The formation of 5-oxo-ETE is a Bi Bi reaction, as it involves two substrates (5-HETE and NADP+) and two products (5-oxo-ETE and NADPH). To determine whether this reaction follows a sequential or a ping-pong mechanism, we conducted experiments in which a series of concentrations of 5-HETE were incubated with U937 cell microsomes in the presence of different fixed concentrations of NADP+. The data from these experiments were analysed using Lineweaver–Burk plots (Figure 5A). Each line represents a series of concentrations of 5-HETE at one fixed concentration of NADP+. If the reaction follows a ping-pong mechanism (where the first product is released from the enzyme before the second substrate binds), the plots for different NADP+ concentrations should be parallel to one another. On the other hand, if the reaction proceeds by a sequential mechanism (both substrates must bind to the enzyme before any products are released), the lines representing different NADP+ concentrations should intersect somewhere to the left of the ordinate.

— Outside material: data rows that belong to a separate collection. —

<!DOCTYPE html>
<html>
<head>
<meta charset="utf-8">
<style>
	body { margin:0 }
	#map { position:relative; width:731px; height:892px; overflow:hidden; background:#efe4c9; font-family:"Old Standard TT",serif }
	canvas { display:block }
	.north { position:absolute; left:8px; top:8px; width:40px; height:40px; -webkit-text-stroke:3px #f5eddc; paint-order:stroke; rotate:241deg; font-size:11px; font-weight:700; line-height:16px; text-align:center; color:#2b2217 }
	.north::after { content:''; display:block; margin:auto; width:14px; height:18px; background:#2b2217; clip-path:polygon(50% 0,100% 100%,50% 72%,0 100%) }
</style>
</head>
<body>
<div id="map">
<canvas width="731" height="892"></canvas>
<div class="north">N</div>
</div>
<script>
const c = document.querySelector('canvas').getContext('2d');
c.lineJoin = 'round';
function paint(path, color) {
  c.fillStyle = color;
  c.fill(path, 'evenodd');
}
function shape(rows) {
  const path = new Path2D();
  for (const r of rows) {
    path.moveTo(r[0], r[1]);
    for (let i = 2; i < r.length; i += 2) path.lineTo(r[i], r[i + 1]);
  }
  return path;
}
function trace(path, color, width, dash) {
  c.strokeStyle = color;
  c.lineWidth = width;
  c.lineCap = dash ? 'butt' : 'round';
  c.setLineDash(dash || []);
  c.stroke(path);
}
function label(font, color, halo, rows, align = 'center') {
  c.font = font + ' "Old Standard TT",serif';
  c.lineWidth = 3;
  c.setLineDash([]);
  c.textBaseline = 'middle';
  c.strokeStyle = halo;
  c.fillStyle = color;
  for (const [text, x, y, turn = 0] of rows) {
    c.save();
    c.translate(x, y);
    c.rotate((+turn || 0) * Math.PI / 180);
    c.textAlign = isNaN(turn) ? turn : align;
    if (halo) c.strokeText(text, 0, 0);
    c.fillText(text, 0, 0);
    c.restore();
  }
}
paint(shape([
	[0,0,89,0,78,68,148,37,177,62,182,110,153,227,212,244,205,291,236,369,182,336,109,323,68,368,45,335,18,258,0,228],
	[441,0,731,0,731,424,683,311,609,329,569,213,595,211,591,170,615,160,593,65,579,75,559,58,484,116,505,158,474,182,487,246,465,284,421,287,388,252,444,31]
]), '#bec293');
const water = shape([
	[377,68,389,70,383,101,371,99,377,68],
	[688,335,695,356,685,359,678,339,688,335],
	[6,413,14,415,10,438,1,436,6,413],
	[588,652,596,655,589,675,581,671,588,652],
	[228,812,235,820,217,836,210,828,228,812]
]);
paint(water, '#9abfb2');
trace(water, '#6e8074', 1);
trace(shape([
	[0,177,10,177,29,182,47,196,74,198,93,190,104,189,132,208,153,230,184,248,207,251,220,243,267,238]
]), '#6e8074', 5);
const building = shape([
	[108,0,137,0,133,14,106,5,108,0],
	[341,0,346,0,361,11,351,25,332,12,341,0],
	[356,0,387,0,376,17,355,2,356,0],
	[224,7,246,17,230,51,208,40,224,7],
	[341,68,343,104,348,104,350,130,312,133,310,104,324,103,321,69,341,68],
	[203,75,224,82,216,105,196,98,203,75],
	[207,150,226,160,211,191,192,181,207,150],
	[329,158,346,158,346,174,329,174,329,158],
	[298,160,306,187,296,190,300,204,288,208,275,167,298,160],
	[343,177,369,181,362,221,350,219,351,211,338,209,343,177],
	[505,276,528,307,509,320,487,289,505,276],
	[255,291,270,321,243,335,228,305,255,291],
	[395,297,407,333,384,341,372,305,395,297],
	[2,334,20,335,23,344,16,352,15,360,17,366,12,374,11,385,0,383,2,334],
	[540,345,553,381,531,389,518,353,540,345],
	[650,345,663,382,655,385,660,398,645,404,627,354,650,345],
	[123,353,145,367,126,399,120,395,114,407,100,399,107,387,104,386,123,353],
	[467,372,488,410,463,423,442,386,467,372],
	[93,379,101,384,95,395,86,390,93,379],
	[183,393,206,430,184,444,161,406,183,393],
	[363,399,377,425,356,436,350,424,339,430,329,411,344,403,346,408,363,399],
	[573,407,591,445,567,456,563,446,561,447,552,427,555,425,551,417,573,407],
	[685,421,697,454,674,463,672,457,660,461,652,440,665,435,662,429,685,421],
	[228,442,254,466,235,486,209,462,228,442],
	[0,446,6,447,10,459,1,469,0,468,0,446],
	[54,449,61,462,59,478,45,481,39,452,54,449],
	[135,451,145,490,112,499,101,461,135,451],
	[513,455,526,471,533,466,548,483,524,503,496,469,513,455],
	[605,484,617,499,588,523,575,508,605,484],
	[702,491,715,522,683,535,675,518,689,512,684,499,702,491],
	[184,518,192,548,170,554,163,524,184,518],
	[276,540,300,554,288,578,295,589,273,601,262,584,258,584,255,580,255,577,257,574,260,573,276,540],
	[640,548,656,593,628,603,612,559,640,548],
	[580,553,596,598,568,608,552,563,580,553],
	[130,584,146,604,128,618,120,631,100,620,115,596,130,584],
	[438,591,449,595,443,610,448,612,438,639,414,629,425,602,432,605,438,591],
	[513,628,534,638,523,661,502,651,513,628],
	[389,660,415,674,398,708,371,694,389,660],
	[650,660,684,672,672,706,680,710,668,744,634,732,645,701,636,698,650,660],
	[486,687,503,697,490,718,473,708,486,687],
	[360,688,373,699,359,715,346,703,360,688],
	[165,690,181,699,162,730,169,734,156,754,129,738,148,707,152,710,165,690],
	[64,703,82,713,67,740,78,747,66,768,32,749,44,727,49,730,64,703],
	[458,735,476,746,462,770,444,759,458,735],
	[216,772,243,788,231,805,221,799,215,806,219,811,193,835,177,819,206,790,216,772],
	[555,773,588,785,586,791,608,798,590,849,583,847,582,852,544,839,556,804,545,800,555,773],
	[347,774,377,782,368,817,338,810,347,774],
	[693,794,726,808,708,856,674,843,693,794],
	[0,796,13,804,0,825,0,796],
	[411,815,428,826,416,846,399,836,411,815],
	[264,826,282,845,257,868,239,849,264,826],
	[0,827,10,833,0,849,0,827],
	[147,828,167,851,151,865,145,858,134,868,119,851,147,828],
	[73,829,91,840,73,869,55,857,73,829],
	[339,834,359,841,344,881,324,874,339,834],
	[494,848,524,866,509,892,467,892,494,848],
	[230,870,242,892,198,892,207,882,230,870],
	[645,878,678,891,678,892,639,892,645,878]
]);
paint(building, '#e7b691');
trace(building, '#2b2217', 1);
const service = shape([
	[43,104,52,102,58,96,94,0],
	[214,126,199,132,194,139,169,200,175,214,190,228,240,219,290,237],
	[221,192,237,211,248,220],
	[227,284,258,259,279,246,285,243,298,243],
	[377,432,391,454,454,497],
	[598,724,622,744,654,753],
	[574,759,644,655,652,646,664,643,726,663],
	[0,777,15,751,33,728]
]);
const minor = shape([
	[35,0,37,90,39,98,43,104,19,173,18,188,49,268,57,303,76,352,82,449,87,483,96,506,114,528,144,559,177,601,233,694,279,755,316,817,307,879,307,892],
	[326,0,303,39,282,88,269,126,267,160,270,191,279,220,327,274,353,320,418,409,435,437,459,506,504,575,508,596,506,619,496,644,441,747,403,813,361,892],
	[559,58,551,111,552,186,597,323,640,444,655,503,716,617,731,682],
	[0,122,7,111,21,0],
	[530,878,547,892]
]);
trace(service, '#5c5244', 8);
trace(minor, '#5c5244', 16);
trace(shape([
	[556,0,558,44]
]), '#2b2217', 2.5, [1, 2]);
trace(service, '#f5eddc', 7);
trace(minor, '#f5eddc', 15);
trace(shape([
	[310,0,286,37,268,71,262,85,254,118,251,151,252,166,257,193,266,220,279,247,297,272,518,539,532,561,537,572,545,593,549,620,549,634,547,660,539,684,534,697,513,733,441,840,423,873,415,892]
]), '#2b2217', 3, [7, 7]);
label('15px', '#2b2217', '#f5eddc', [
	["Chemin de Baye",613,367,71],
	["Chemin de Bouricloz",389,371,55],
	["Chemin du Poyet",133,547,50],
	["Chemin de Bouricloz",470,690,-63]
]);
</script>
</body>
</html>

The representative experiment shown in Figure 5(A) reveals a series of approximately parallel lines with similar slopes, which would be consistent with a ping-pong mechanism. A graph of the slopes of these lines against 1/NADP+ (Figure 5B) reveals that there is no correlation between these parameters (i.e. the slope is close to 0), supporting their lack of convergence. This was supported by averaging the slopes of the ‘slope against 1/NADP+’ plots from all seven independent experiments, which gave a slope indistinguishable from 0 (0.008±0.026). In contrast, there is a strong correlation between the apparent Vmax value calculated for 5-HETE and the concentration of NADP+ employed, as shown in the plot of 1/Vmax against 1/NADP+ (Figure 5C). The average value for the Km for NADP+ for all seven experiments was 139±15 nM and the Vmax was 1.09±0.14 pmol of NADPH/(min per μg of protein).

Figure 5
Mechanism for oxidation of 5-oxo-ETE by 5-HEDH

Inhibition of 5-HEDH-catalysed oxidation of 5-HETE by NADPH

As described above, NADPH is required for the reduction of 5-oxo-ETE to 5-HETE by 5-HEDH. The approximate Km and Vmax values for NADPH were determined by incubating microsomal fractions from PMA-differentiated U937 cells with a saturating concentration of 5-oxo-ETE in the presence of different concentrations of NADPH. The rate of formation of NADP+ was assumed to be identical with that of 5-HETE, as these two products would be formed in a 1:1 ratio. Lineweaver–Burk analysis of the data (Figure 6) gave a Km value for NADPH of 284±79 nM and a Vmax of 0.23±0.2 pmol/(min per μg of protein) (Table 1).

Figure 6
Lineweaver–Burk plot for NADPH

The high affinity of NADPH for 5-HEDH suggested that it might inhibit the formation of 5-oxo-ETE from 5-HETE. To investigate this possibility we incubated a saturating concentration of 5-HETE (5 μM) and different concentrations of NADP+ with microsomes from PMA-differentiated U937 cells in the presence of increasing concentrations of NADPH. At the lowest concentration of NADP+ tested (3 μM), NADPH was a potent inhibitor of 5-oxo-ETE formation, with an IC50 value of 4.0±0.7 μM (results not shown). At higher NADP+ concentrations, the curve for the inhibitory effect of NADPH was shifted to the right, giving IC50 values of 14±1 μM and 50±5 μM at concentrations of 10 and 30 μM NADP+, respectively. When the amounts of 5-oxo-ETE formed in the above experiment were plotted against the ratio of NADP+ to NADPH, it became clear that the ratio of these two cofactors was much more important than the absolute concentrations of either of them in regulating the oxidation of 5-HETE to 5-oxo-ETE (Figure 7A). The curves obtained for decreasing concentrations of NADPH in the presence of the three fixed concentrations of NADP+ were nearly superimposable.

Figure 7
Inhibition of 5-oxo-ETE formation by NADPH

The Ki for NADPH was determined by Lineweaver–Burk analysis, as shown in Figure 7(B). U937 cell microsomes were incubated with 5-HETE (4 μM) in the presence of different concentrations of NADP+ in the presence of vehicle, 3 μM NADPH, or 10 μM NADPH. The plots obtained in the presence of increasing concentrations of NADPH converged at the y-axis, indicating competitive inhibition. The Ki for NADPH was calculated from the x-intercepts to be 224±44 nM.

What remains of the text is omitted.